CI is green: cargo fmt, clippy, circular dependency check, detect-unused-dependencies, all cargo test matrixes pass.

Are there any user-facing changes?

  • New trait method PhysicalExpr::expression_id(&self) -> Option<u64> with a safe default (None). Existing implementations keep compiling.
  • New public DynamicFilterPhysicalExpr surface: with_id, with_generation, with_is_complete, is_complete(). The Debug impl now hides the random id field so plan snapshots stay deterministic.
  • HashJoinExecBuilder::with_dynamic_filter promoted to pub with a Arc<DynamicFilterPhysicalExpr> signature; HashJoinExec::dynamic_filter() accessor promoted from dynamic_filter_for_test. Callers of the renamed method need to update.
  • New SortExec::with_dynamic_filter setter + SortExec::dynamic_filter() accessor.
  • DeduplicatingProtoConverter no longer deduplicates arbitrary expressions by Arc pointer. Plans that relied on that (e.g. for a large shared InList) will serialize independently until a per-type expression_id() is added. Dynamic filters now round-trip with shared state, which is the primary motivation.
  • New workspace member datafusion-tests (internal; publish = false) hosting cross-crate integration tests.
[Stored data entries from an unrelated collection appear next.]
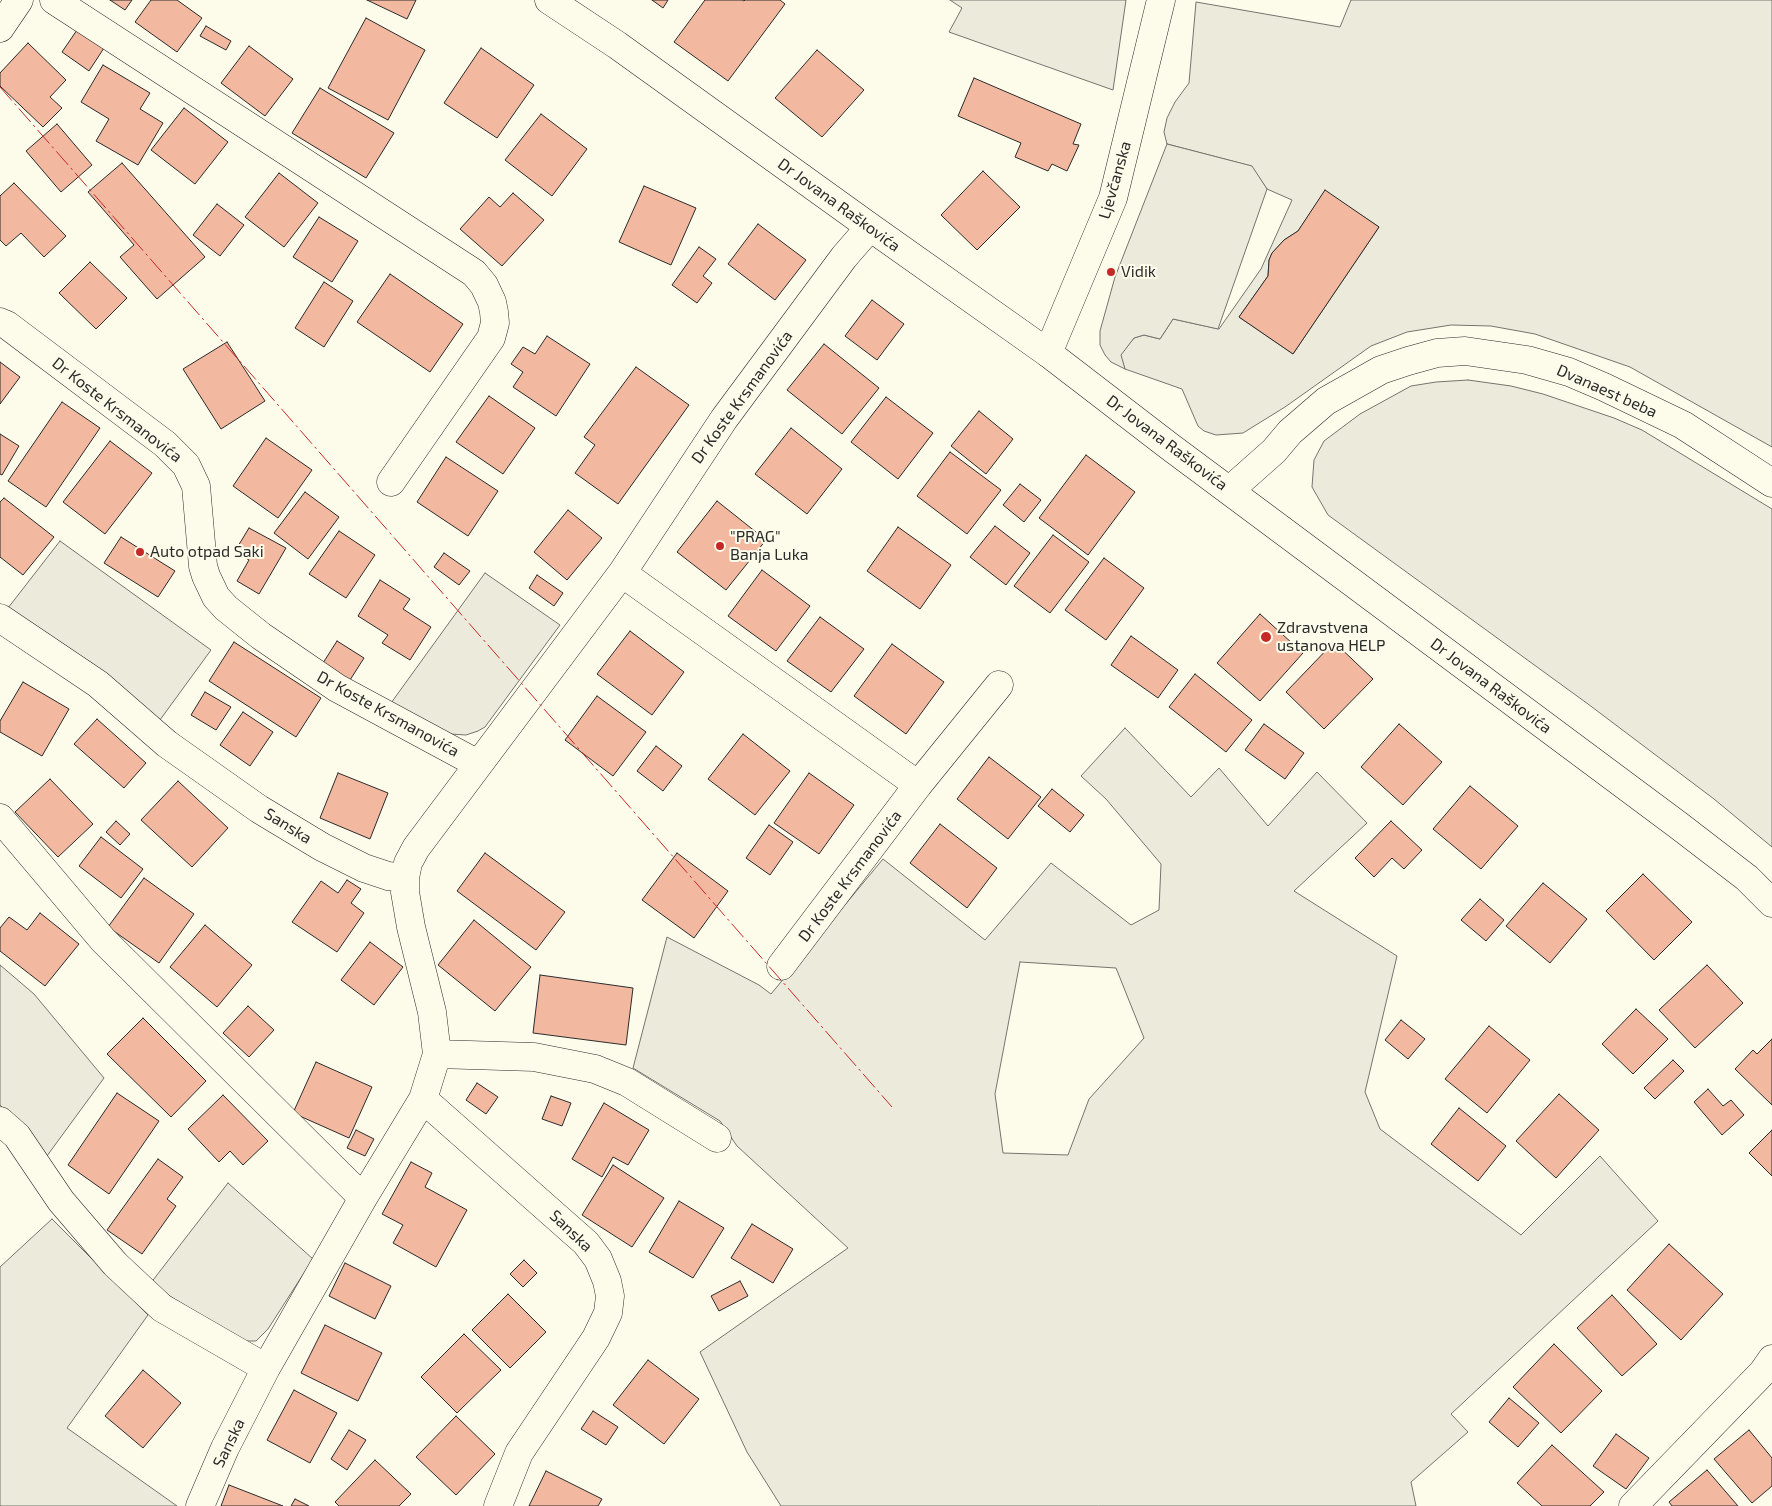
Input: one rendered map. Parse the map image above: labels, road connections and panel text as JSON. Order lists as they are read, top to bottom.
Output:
{
  "streets": {
    "street": [
      "Ljevčanska",
      "Dr Jovana Raškovića",
      "Dvanaest beba",
      "Dr Koste Krsmanovića",
      "Sanska"
    ]
  },
  "crossings": [
    ["Ljevčanska", "Dr Jovana Raškovića"],
    ["Dr Jovana Raškovića", "Dvanaest beba"],
    ["Dr Jovana Raškovića", "Dr Koste Krsmanovića"],
    ["Dr Koste Krsmanovića", "Sanska"]
  ],
  "places": [
    "Vidik",
    "\"PRAG\" Banja Luka",
    "Auto otpad Saki",
    "Zdravstvena ustanova HELP"
  ]
}
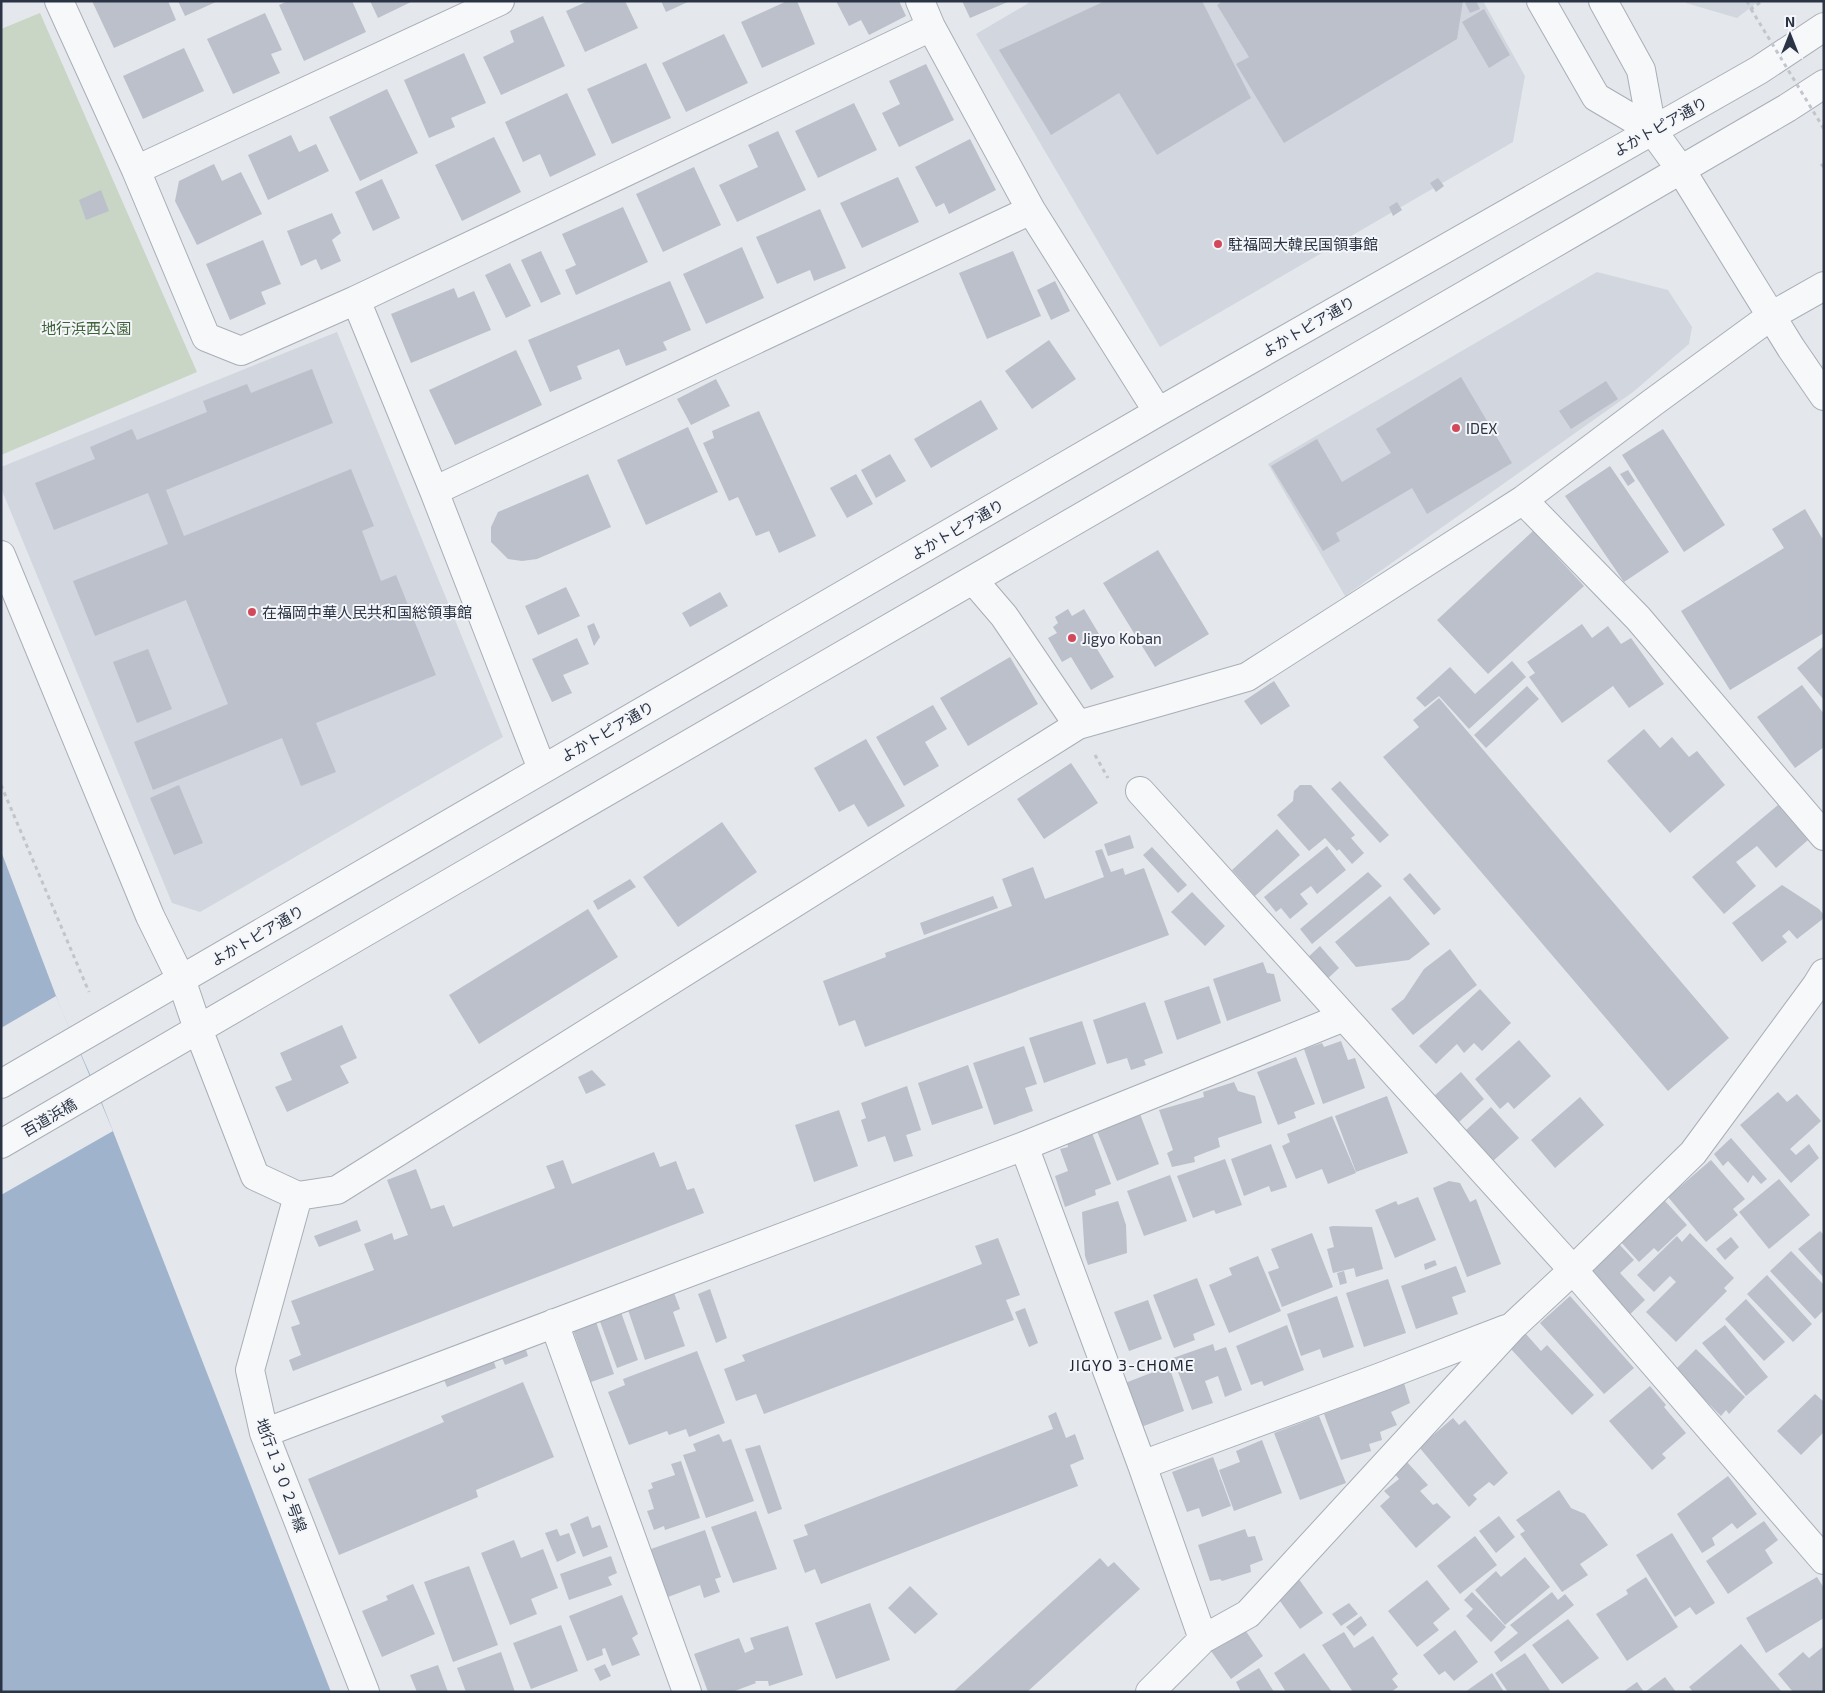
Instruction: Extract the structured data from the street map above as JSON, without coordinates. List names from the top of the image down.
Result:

🤖 Generated with Claude Code

@github-actions github-actions Bot added physical-expr Changes to the physical-expr crates proto Related to proto crate labels Apr 22, 2026
@adriangb adriangb force-pushed the ser-filters branch 2 times, most recently from 2df2293 to 955117c Compare April 23, 2026 00:35
@github-actions github-actions Bot added core Core DataFusion crate physical-plan Changes to the physical-plan crate labels Apr 23, 2026
adriangb and others added 4 commits April 23, 2026 07:13
Without this change a plan with a DynamicFilterPhysicalExpr referenced
from two sites (e.g. a HashJoinExec and a pushed-down ParquetSource
predicate) loses referential integrity when serialized and deserialized:
the filter is snapshotted away at serialize time, and even if it
survived the existing Arc-pointer dedup scheme would give two sites
different ids because the pushed-down side comes from `with_new_children`
with a different outer Arc.

Changes:

- `PhysicalExpr::expression_id(&self) -> Option<u64>` new trait method,
  defaulting to None. Only DynamicFilterPhysicalExpr reports an identity.
- DynamicFilterPhysicalExpr stores a stable random u64 id that follows
  the shared inner Arc through `with_new_children`. Custom Debug hides
  the random id so plan snapshots stay deterministic.
- New proto variant PhysicalDynamicFilterExprNode carrying the current
  expression, the site's children view, generation, and is_complete.
- serialize_physical_expr_with_converter stops calling
  snapshot_physical_expr at the top — dynamic filters survive as
  themselves. HashTableLookupExpr still gets the lit(true) replacement.
- DeduplicatingSerializer is now stateless: it stamps
  `expr_id = expr.expression_id()`. The old session_id/Arc::as_ptr/pid
  hashing is dropped; dedup only fires for expressions that opt in via
  expression_id. Restoring within-process dedup for other types is a
  follow-up (implement expression_id on InList, literals, etc.).
- DeduplicatingDeserializer has a single unified cache path: on miss
  parse + cache, on hit parse once to recover this site's children and
  overlay via `with_new_children` on the cached canonical. This gives
  DynamicFilter its shared-inner semantics without any type-specific
  code in the deserializer.
- Three integration tests in roundtrip_physical_plan.rs cover shared
  inner preservation, per-site remapped children + update propagation
  including column remap, and the FilterExec → ProjectionExec →
  DataSourceExec(ParquetSource) shape from the PR description.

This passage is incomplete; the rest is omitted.